Problem description ->
Filter the records below and copy every line containing the word "linear".

Dataset items ->
#####

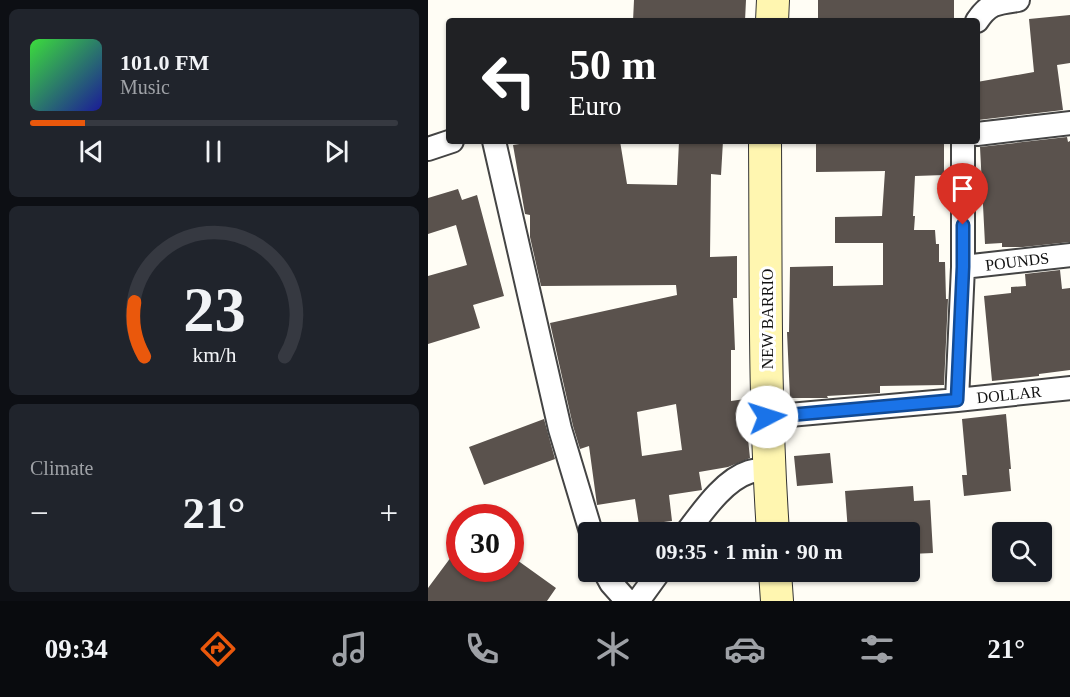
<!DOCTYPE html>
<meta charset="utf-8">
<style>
:root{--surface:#171b24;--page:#20242c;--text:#f1f3f6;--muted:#9ea1a6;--line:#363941;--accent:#ea580c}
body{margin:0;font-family:Georgia,serif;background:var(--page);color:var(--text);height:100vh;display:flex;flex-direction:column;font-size:22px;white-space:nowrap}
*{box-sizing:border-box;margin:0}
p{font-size:20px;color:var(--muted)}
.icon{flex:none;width:33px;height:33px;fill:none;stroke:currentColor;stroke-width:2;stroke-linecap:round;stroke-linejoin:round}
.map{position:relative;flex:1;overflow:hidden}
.details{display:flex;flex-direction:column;gap:9px;padding:9px;background:#0d0f14;width:428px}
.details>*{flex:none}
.hud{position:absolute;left:18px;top:18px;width:534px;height:126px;border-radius:6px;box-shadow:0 2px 4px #0004;background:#202124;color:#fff;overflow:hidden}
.fabs{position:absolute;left:564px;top:522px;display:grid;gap:12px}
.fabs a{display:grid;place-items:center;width:60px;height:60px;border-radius:6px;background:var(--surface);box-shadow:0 2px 4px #0004;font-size:30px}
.speed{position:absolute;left:18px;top:504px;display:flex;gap:12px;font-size:30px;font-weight:700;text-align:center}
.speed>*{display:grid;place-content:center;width:78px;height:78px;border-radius:50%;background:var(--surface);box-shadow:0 2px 4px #0004;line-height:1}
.speed .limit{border:9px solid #d22;background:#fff;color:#111}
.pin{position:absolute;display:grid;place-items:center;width:51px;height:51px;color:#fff;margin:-62px -26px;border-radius:50% 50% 50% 0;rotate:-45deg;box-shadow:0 0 6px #0007}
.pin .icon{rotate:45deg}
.me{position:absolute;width:66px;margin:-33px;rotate:85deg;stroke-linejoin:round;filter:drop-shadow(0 0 4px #0008)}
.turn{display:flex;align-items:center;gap:21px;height:126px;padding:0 24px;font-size:27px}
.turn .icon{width:78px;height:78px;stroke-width:2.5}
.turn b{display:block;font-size:42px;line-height:51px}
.big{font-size:45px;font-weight:700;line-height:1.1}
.details .tile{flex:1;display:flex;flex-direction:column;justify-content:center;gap:9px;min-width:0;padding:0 21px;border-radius:9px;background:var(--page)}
.details .dial{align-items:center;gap:0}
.dial svg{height:156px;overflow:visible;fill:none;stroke:var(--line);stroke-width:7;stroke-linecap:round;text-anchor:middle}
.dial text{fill:var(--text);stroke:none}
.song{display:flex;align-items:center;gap:18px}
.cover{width:72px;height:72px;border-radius:9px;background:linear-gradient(135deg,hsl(120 70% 55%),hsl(240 70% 35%))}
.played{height:6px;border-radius:3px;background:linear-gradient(90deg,var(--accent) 15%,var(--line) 15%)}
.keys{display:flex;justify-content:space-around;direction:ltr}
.heat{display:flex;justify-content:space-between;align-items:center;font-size:33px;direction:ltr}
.trip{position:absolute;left:150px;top:522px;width:342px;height:60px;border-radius:6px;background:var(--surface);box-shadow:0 2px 4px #0004;font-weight:700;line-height:60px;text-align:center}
.dock{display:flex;height:96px;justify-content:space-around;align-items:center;background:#090b0e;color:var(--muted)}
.dock .icon{width:42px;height:42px}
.dock .selected{color:var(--accent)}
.dock b{font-size:27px;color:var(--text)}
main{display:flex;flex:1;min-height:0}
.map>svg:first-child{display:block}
.building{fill:#5a524d;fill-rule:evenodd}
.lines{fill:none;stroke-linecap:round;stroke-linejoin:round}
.street-casing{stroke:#444;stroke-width:26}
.secondary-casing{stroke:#333;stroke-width:34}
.street{stroke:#fff;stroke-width:22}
.secondary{stroke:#fff6b0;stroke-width:32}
.route-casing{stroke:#114b97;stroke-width:15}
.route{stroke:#1a73e8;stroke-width:10}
.labels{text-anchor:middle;stroke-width:6;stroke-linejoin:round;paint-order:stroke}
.street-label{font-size:16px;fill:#111;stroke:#fff}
</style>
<main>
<section class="details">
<div class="tile">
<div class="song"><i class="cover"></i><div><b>101.0 FM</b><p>Music</p></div></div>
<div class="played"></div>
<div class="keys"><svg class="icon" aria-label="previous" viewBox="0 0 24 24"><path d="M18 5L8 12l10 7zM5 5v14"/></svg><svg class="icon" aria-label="pause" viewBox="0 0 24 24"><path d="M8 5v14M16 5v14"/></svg><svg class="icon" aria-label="next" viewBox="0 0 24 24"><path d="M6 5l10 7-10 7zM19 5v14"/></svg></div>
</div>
<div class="tile dial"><svg viewBox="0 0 100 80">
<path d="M14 69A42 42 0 1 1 86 69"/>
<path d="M14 69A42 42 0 0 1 9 41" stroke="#ea580c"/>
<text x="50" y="56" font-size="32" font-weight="700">23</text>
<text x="50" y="72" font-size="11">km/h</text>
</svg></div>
<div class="tile"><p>Climate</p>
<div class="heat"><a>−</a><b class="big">21°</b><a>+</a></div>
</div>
</section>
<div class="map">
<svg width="643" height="601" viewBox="0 0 643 601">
<rect width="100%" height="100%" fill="#fffdf5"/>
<!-- building -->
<path class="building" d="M 206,0 L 318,0 L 317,21 L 205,21 Z
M 390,0 L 526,0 L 526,21 L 390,21 Z
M 642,15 L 642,63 L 629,65 L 635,110 L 550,120 L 549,82 L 606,72 L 601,19 Z
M 639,137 L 640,142 L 642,141 L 642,242 L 595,247 L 574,247 L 574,243 L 557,244 L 552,147 Z
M 111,141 L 192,141 L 199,184 L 249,185 L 251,141 L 295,141 L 293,175 L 283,174 L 282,257 L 309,256 L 309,298 L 305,298 L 307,350 L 303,350 L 303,401 L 317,399 L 322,438 L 320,439 L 322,458 L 300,467 L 271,472 L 274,490 L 241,495 L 244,521 L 211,525 L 207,499 L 169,505 L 161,446 L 152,449 L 145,426 L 122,323 L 249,295 L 248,285 L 113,286 L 102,237 L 102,215 L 97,214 L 85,145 ZM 248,404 L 254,450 L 214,456 L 209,412 Z
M 388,141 L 516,141 L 516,175 L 487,176 L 485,216 L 487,216 L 486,230 L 507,230 L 508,244 L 511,244 L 511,262 L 517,262 L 518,299 L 520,299 L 516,385 L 452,386 L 452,393 L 399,396 L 400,398 L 362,398 L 359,332 L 361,332 L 362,267 L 405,266 L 405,286 L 455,285 L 455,243 L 407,243 L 407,217 L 454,216 L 457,171 L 388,172 Z
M 30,189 L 34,200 L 49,195 L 76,296 L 45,305 L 52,328 L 0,344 L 0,276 L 39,265 L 28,225 L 0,234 L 0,198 Z
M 632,270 L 634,289 L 642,288 L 642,370 L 611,374 L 611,376 L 564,381 L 556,296 L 583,293 L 583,287 L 598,286 L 597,274 Z
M 578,414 L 583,469 L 581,469 L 583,491 L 536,496 L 534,475 L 539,475 L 534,419 Z
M 116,419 L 127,459 L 56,485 L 41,447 Z
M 402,453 L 405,483 L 369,486 L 366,456 Z
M 485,486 L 486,501 L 502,500 L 505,553 L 482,554 L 482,532 L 420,532 L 417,491 Z
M 32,545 L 32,568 L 82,568 L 82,555 L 128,588 L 119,601 L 0,601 L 0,588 Z"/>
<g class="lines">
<!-- street casing -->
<g class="street-casing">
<path id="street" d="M 549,21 C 561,3 569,3 590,0
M 549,134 L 643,123
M 66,141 L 132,429 L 163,532
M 0,149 L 24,141
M 535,267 L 643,255
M 529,400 L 535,267 L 535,141
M 339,417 L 529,400 L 643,388
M 259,532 C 275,511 296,480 321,472 C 327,470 334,470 341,469
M 177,572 L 183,583 L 199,601
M 210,601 L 231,572"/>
</g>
<!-- secondary casing -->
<g class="secondary-casing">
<path id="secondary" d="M 344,21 L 345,0
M 337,141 C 338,271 336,402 345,532
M 347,572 L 349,601"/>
</g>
<!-- street -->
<use href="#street" class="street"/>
<!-- secondary -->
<use href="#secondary" class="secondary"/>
</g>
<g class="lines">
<!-- route casing -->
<g class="route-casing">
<path id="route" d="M 339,417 L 529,400 L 535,267 L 535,225"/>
</g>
<!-- route -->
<use href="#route" class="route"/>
</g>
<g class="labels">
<!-- street labels -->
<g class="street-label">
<text transform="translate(589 261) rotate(-7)" y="6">POUNDS</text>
<text transform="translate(339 319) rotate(-90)" y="6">NEW BARRIO</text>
<text transform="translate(581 394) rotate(-6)" y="6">DOLLAR</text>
</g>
</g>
</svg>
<div class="fabs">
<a><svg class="icon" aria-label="search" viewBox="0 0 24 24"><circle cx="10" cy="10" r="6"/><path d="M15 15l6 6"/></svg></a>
</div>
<div class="speed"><div class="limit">30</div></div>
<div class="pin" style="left:535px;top:225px;background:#d93025"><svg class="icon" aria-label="arrive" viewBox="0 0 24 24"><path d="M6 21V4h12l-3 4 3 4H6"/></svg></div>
<svg class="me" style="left:339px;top:417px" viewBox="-20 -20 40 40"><circle r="19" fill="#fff"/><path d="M0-13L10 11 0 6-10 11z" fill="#1a73e8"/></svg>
<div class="trip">09:35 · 1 min · 90 m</div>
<div class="hud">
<div class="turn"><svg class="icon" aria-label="left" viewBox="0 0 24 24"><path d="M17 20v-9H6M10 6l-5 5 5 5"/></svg><div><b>50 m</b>Euro</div></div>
</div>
</div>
</main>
<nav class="dock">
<b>09:34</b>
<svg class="icon selected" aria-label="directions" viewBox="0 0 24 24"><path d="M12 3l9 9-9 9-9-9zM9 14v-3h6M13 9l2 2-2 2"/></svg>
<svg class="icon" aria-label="music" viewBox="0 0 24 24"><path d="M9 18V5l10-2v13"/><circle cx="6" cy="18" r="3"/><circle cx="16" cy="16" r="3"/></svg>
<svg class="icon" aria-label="phone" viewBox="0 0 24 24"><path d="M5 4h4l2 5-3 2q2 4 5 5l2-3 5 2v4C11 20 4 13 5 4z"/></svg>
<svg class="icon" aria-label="climate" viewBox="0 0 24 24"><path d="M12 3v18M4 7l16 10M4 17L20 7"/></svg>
<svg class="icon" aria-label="car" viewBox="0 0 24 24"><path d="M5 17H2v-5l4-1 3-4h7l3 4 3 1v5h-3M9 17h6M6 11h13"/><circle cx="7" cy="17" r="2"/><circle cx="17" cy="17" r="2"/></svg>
<svg class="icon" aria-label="filters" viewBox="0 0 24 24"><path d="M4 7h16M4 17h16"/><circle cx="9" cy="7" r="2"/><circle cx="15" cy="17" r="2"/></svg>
<b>21°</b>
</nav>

#####

Solution for this exercise ->
.cover{width:72px;height:72px;border-radius:9px;background:linear-gradient(135deg,hsl(120 70% 55%),hsl(240 70% 35%))}
.played{height:6px;border-radius:3px;background:linear-gradient(90deg,var(--accent) 15%,var(--line) 15%)}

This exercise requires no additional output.